We seem to be spending a lot of "grey matter" on the role of certifications in hiring an applicant. My opinion on certifications is that they represent "the beginning" of a field of study and experience that establishes a fundamental baseline -- no more, no less.
In many cases, companies demand this or that cert without really looking behind the knowledge base or the experiential value that the applicant brings to the table. That is a management issue -- not a cert issue. What am I missing that makes this discussion represent real value?
Certifications often have currency, because they require hiring managers and human resources (HR) types to do less thinking and perhaps even spend less time evaluating candidates on their other merits. Sometimes -- and I suspect you're dealing with one or more of those -- certs function much like "checkbox items" in that they act as hurdles that successful candidates must surmount to make it through the application process. Who cares what they say about the person with the acronym behind his or her name? Of course, the real contribution that an applicant makes depends more on those less measurable things (knowledge base and experience) than it does on any certification he or she may have been able to earn.
On the other hand, certs do represent somebody's idea of what individuals need to know and be able to do within a sometimes idiosyncratic idea or sometimes within a well-researched and developed notion of a specific job role. That's why I stress with readers, cert candidates and those who solicit my opinion (like you) that it's what a person can say about their credentials (and of course, about their other relevant knowledge, skills and abilities) that really makes the difference.
In many cases, probably even the majority of cases, certs tackle the basics, the fundamentals or the most essential and elementary aspects of a field of work or study, and leave the rest to the school of hard knocks to deliver. (As Bertand Russell put it: "Experience is a dear teacher, but fools will have no other.").

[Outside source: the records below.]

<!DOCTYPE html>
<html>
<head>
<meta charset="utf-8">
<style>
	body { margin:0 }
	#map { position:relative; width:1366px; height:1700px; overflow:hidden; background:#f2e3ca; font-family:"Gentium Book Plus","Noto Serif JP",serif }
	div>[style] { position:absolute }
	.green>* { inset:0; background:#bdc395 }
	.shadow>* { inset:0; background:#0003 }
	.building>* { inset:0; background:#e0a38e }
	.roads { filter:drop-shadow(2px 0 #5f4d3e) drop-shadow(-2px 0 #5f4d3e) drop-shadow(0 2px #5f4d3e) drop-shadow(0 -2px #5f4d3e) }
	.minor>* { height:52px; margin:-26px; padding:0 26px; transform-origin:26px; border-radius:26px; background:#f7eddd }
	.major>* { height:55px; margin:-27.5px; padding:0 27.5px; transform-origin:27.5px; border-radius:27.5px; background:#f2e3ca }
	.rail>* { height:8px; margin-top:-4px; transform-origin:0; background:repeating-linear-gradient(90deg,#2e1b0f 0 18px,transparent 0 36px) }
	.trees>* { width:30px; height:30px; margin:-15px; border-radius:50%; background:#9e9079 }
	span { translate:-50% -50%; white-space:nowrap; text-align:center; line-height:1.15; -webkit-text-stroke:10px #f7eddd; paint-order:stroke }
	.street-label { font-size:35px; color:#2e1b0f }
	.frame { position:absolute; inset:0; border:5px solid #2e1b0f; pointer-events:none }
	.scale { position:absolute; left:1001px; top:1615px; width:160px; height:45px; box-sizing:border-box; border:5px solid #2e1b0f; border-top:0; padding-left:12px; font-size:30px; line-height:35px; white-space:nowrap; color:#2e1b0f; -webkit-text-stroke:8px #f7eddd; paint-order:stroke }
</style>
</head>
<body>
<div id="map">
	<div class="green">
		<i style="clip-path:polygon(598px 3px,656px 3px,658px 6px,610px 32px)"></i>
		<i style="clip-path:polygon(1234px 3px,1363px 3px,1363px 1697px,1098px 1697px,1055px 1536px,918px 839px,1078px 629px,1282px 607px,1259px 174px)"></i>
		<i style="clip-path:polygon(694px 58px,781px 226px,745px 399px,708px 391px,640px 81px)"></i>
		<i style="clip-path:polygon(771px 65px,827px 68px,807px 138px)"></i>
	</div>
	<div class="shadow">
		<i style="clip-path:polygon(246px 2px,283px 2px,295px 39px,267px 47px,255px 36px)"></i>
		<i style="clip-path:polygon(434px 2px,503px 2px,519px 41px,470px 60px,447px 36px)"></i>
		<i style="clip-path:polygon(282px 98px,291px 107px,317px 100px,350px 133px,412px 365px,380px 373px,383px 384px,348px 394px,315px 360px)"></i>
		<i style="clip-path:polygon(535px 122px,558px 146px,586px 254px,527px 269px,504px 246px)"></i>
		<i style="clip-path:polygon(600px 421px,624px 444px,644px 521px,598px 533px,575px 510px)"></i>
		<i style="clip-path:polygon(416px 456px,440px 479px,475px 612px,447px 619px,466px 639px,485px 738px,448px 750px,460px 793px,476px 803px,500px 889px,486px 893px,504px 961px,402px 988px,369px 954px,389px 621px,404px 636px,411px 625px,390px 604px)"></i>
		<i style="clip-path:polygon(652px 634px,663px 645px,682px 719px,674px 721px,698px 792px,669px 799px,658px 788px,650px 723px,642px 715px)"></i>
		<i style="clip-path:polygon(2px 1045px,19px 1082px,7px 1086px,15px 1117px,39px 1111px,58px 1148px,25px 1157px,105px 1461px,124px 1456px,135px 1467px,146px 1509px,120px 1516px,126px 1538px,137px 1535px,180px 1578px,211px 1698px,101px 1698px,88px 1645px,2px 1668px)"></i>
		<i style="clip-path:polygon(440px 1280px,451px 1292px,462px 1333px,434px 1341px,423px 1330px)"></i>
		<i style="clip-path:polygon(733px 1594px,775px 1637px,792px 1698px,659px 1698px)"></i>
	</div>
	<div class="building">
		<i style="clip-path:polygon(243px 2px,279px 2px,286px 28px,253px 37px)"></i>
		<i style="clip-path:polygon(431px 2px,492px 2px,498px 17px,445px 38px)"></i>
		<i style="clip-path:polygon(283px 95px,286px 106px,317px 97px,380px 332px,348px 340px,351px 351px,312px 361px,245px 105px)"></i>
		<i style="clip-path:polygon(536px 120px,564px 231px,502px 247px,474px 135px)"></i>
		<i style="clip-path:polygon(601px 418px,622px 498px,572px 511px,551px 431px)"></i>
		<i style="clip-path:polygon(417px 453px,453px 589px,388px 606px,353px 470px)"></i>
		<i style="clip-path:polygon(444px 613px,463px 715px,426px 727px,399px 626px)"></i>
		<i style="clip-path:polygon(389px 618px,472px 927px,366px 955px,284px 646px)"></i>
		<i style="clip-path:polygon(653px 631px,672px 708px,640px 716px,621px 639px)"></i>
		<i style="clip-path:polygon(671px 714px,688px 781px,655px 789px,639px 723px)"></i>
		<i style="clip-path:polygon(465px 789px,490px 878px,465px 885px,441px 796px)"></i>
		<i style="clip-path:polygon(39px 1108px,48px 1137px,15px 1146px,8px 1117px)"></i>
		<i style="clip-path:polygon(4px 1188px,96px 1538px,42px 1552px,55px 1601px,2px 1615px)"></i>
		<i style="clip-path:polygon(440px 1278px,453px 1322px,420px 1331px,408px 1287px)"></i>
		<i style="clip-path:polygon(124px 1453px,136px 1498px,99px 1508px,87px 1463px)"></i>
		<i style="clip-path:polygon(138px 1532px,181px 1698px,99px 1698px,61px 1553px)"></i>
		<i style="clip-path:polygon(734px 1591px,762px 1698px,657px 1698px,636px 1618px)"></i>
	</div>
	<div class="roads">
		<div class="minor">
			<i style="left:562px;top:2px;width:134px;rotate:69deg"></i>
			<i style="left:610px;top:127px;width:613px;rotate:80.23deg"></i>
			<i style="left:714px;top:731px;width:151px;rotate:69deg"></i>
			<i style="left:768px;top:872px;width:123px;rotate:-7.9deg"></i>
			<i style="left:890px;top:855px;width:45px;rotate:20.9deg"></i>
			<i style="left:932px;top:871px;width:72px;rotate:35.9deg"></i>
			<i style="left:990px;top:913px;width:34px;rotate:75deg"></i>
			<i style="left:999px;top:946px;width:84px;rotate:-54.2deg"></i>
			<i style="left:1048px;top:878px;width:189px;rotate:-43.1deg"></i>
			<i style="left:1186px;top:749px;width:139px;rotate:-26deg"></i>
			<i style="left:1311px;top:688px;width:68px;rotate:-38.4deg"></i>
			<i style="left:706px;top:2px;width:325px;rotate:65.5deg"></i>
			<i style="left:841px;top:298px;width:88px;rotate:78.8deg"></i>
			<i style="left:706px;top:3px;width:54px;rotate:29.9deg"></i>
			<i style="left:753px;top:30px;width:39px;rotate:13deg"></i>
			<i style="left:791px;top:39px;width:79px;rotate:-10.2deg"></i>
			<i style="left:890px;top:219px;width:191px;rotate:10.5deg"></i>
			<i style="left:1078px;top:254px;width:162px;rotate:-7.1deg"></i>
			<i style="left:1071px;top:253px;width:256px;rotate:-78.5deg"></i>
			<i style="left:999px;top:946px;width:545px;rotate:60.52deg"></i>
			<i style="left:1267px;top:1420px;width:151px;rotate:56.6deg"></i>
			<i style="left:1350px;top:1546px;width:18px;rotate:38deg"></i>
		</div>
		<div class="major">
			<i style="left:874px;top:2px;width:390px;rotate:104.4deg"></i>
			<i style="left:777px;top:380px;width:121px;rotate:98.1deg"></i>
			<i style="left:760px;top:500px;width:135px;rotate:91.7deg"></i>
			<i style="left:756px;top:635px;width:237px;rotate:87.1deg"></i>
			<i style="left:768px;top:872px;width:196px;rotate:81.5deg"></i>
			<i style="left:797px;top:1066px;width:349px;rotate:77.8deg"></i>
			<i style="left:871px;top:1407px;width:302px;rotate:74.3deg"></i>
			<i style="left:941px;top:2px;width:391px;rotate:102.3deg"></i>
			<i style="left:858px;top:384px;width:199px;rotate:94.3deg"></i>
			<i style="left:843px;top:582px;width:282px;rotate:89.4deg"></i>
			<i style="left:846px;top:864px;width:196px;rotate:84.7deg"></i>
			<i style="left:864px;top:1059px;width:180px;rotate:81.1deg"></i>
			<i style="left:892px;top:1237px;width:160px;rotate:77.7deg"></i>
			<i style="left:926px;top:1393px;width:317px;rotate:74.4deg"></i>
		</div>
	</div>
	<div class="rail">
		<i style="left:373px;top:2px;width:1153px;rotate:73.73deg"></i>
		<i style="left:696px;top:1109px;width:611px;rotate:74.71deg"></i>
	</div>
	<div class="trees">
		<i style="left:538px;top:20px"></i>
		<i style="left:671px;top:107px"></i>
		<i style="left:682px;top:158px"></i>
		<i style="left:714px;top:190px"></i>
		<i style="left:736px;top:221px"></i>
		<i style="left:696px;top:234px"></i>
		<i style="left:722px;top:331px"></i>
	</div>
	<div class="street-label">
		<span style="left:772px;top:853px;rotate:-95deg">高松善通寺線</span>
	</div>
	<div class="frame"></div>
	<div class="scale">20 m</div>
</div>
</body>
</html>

That said, there are exceptions and not all certifications deal only with basics or fundamentals. (Think about higher-level SANS credentials, the Security University curriculum and the various certs from the former American Society for Industrial Security -- now ASIS International.). Likewise, even mainstream certs like those from Microsoft and Cisco now routinely seek to test beyond basic knowledge of terminology and concepts to focus more on real-world skills, problem-solving ability and related technical knowledge as much as possible.
Thus, it comes back to my first paragraph, wherein certs take on a certain convenience value -- an easy qualify/disqualify criterion -- for hiring managers, HR staff or others who may not want to delve deeply into the backgrounds, capabilities and skills that candidates bring to the interview. Not much we can do about that, except to get involved in the interview process and hiring decisions to inject some real-world acumen, judgment and assessment of the other, less tangible things that candidates bring with them along with their particular brands of "alphabet soup."